You’ve heard it on the news….
Many of these major brands are obvious targets to cyber attackers. So, when a breach occurs the news goes national and we all hear about it.
What you may not have heard is this…
Recently, the Office of Personnel Management (OPM) terminated a contract with US Investigation Services (USIS), the major security clearance contractor that was targeted by cyber attackers. The computer network breach compromised the personal files of more than 25,000 government workers, which led to the eventual termination of the contract. USIS will lose over $2.5 billion for the Background Investigation Fieldwork contract and $288 million for the Background Investigation Support Services contract. This is a major blow to their business and USIS has furloughed over 1000 of its employees.
In light of this example, the answer to the question, “Can a cyber attack wreak havoc on your business?” is YES! You need to be ready for cyber attacks as a government contractor. What happened to USIS is a reality to all government contractors. Now, the government is giving you more of a reason to be prepared. New regulations have recently been passed and others are being considered which will directly affect you as a government contractor. The Pentagon and Homeland Security are leading the charge in enacting regulations that impacts contractors.
The rule states that within 72 hours of discovering any compromise of unclassified controlled technical information in a company system, your company must disclose which contracts are affected, the location of the leak and a description of the data compromised to the extent they are known at the time.
So, if you’re a federal contractor with contracts with the DOD or Homeland Security, you’ll be among the first of companies required to start meeting the new regulation. Other agencies and even potential government-wide policies will follow to require all contractors to be in compliance.

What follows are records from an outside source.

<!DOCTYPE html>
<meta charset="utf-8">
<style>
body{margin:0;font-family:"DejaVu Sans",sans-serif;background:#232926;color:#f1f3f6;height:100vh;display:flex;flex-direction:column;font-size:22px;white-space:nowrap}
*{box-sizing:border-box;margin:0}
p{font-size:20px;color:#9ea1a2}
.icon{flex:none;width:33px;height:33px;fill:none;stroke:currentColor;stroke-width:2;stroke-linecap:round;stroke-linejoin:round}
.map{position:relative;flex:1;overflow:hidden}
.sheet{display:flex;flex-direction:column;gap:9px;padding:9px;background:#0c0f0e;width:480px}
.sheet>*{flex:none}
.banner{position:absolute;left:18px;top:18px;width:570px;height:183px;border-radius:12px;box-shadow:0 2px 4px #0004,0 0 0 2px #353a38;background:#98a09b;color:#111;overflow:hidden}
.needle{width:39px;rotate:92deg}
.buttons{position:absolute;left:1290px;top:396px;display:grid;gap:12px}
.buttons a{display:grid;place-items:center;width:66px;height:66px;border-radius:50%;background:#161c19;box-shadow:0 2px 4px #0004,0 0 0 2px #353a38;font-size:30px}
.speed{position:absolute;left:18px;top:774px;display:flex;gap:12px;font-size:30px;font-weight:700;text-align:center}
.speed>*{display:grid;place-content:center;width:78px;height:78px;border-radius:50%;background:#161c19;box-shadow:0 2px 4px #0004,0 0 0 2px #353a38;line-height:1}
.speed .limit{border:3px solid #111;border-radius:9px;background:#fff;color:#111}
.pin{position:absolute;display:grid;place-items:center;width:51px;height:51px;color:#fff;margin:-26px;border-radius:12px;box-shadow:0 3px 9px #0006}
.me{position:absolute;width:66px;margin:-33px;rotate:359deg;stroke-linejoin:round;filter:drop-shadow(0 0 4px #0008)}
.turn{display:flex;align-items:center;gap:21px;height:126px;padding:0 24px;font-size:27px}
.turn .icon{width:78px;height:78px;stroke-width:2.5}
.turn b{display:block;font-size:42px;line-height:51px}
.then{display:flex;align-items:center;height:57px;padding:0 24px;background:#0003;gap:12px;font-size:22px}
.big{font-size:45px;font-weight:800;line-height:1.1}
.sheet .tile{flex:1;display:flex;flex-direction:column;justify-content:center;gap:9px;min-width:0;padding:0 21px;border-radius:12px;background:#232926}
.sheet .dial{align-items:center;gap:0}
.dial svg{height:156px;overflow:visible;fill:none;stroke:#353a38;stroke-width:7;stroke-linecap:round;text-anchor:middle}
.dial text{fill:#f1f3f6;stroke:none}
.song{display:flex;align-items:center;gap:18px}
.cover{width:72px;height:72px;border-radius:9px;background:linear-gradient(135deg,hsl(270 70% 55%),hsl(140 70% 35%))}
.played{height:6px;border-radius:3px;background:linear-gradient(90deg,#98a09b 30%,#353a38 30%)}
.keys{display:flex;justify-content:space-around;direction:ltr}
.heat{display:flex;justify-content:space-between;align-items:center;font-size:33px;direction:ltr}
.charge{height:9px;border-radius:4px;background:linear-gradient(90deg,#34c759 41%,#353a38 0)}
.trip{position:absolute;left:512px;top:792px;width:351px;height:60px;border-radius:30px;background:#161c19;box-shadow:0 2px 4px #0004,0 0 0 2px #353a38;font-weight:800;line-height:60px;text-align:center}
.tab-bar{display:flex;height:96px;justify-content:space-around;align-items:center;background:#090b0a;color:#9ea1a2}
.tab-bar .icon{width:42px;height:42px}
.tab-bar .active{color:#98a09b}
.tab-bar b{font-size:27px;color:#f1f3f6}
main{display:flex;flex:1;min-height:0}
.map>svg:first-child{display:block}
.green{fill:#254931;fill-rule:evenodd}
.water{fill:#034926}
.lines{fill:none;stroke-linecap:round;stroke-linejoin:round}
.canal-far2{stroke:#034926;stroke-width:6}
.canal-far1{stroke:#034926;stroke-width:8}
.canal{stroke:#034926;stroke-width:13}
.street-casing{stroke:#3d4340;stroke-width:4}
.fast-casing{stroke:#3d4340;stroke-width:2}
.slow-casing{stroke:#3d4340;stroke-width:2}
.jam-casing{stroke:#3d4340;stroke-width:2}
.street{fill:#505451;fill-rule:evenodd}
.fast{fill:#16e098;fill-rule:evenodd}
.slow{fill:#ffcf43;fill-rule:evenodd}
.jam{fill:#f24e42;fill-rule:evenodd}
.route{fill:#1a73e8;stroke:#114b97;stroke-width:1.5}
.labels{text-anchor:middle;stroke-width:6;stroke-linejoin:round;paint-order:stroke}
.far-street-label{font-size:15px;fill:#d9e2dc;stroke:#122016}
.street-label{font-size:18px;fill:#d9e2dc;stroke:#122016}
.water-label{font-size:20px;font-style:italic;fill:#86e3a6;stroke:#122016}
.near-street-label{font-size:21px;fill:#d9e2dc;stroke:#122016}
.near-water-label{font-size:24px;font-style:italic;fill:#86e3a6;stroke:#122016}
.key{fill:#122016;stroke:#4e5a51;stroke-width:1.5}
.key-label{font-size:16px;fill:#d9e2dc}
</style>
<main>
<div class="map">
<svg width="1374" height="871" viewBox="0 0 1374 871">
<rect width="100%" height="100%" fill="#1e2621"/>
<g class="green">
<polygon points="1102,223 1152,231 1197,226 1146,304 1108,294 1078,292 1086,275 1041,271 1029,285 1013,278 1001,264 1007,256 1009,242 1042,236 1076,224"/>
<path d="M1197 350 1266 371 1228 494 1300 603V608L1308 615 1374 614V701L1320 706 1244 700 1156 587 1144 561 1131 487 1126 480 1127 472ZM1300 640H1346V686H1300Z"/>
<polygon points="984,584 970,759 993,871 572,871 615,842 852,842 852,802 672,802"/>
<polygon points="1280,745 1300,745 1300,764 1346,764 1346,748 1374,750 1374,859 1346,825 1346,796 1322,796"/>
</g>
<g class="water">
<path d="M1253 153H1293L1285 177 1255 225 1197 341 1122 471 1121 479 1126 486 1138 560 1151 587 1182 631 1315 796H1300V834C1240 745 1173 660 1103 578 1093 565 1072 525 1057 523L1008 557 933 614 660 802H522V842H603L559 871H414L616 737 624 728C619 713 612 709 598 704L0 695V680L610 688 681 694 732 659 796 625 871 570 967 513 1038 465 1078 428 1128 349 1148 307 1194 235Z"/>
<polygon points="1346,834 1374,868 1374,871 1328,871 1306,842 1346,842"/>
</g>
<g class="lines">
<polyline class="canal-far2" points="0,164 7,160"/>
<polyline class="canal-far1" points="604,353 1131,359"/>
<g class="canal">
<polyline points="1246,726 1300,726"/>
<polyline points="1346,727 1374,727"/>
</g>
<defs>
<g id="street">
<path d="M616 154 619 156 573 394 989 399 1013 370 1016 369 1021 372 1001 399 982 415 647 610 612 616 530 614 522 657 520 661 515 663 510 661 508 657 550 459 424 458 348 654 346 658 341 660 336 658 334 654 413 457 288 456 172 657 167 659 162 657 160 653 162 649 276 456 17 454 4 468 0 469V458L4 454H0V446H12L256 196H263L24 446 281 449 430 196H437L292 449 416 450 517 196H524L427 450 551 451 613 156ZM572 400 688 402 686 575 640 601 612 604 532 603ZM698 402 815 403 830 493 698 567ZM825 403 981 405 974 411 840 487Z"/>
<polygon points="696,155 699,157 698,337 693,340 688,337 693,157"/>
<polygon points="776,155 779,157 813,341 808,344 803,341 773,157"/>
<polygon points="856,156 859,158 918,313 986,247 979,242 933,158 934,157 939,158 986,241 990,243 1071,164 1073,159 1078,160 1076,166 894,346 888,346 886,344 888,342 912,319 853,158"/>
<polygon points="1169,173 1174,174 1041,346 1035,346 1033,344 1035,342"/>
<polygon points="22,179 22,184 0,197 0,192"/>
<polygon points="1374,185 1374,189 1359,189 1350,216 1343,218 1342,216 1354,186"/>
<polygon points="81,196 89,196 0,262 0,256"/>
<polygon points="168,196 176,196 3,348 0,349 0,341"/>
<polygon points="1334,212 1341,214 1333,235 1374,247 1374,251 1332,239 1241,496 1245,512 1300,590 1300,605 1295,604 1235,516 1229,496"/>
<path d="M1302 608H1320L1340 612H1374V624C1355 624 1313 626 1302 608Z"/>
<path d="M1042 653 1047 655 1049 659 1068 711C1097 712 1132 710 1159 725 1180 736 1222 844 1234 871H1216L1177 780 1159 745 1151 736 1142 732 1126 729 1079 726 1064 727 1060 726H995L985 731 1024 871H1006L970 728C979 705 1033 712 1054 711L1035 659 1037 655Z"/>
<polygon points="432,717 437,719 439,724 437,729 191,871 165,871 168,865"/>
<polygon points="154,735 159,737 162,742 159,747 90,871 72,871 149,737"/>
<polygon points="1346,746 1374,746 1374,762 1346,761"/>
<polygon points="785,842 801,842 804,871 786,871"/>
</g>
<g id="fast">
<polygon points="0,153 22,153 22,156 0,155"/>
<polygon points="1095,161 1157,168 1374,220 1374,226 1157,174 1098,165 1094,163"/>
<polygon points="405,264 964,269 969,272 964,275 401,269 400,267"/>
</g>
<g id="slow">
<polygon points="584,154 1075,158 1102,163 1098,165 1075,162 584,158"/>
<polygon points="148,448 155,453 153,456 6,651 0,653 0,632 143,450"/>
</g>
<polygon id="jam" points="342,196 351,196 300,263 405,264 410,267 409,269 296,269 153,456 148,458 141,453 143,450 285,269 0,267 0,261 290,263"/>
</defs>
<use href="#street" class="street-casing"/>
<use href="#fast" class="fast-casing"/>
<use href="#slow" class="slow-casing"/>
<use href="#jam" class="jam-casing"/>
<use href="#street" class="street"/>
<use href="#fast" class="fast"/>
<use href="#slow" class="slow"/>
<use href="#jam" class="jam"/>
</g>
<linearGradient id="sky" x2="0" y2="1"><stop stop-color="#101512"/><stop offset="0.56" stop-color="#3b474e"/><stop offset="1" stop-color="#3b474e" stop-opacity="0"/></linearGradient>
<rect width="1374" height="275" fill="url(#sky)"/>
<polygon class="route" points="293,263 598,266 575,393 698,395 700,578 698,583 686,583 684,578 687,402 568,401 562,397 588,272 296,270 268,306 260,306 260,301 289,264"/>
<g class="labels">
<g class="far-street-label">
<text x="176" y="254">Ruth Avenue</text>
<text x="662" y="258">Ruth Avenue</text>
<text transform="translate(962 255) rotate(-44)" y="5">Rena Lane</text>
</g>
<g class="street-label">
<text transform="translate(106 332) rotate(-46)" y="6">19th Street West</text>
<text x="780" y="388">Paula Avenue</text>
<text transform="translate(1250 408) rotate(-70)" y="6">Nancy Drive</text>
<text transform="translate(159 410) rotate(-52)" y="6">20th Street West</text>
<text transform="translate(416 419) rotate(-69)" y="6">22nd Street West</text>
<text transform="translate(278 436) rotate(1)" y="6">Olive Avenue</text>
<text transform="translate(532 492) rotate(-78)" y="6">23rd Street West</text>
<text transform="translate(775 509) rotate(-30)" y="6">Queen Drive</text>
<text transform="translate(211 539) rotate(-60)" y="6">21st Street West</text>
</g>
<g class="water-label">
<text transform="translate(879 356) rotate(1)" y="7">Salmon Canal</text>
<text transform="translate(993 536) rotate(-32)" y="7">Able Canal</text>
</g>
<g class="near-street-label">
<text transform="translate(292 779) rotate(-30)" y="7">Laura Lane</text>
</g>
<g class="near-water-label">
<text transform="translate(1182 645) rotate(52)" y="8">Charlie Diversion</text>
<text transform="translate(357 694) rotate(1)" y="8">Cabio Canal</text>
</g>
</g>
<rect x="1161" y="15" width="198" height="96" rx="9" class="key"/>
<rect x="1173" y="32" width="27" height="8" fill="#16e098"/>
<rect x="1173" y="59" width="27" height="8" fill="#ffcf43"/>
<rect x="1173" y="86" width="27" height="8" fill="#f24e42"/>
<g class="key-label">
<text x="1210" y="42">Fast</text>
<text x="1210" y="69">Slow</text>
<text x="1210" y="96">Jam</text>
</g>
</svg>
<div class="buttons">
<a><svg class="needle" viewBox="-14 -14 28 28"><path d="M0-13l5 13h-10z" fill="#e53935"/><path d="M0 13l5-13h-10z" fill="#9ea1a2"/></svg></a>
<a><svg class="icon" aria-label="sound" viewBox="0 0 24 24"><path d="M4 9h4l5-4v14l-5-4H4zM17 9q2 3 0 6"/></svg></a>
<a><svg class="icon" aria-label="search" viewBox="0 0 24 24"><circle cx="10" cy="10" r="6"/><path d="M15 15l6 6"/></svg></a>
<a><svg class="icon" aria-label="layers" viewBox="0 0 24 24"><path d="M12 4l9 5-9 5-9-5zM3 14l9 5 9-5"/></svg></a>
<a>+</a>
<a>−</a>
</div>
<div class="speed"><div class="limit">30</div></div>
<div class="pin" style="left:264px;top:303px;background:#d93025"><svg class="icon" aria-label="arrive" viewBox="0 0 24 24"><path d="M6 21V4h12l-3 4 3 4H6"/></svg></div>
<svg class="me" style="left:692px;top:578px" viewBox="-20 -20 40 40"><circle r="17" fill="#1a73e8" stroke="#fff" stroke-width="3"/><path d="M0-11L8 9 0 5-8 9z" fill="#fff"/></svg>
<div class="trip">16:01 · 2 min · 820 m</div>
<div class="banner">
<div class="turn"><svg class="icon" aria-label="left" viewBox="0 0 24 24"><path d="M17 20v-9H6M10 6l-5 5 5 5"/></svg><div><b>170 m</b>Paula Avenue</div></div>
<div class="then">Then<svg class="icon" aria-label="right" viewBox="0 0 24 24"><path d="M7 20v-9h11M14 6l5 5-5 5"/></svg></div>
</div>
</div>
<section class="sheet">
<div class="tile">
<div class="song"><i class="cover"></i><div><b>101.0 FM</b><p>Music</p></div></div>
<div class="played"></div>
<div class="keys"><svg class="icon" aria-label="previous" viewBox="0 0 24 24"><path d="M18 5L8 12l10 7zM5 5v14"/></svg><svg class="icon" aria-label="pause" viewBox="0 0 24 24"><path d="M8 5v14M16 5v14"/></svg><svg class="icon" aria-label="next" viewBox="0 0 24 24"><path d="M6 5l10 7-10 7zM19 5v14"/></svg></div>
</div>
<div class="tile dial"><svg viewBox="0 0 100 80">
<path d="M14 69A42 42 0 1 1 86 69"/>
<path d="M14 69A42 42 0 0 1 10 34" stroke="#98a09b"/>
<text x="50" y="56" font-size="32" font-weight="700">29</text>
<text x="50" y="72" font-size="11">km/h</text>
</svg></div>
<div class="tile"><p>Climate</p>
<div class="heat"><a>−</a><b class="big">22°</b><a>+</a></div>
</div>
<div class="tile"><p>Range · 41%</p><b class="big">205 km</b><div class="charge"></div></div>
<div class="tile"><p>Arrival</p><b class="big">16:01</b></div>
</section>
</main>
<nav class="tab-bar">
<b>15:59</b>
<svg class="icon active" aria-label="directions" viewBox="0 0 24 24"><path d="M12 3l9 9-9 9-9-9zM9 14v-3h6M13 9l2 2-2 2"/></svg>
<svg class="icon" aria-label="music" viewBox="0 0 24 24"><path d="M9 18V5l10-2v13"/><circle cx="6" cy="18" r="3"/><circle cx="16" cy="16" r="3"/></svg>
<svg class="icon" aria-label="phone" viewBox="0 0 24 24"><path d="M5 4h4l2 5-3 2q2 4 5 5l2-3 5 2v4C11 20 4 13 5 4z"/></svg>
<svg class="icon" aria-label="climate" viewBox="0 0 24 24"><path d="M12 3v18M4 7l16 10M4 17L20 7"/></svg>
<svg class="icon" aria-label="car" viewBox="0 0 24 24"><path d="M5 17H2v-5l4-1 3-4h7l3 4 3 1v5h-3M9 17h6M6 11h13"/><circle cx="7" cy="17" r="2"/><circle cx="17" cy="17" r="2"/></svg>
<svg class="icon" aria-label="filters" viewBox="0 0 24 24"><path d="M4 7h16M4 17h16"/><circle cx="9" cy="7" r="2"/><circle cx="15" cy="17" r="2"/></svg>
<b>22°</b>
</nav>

What does this mean to you as a business owner? Well, many things must be considered, but I’ll touch upon a few here. First and foremost you have to consider the cost of protecting your company’s data when you’re pricing out your projects in your proposals. You have to take into account what cyber security technologies are available and which ones will best meet your client’s need. You have to source out affordable and robust solutions to guard your data. You may have to hire new staff to meet these regulations.
At the end of all this, I believe that as a government contractor, by being the first to plan and implement a cyber security strategy, you will have a competitive edge over other companies. You’ll better safeguard your own interests in your measure to safeguard your client’s needs.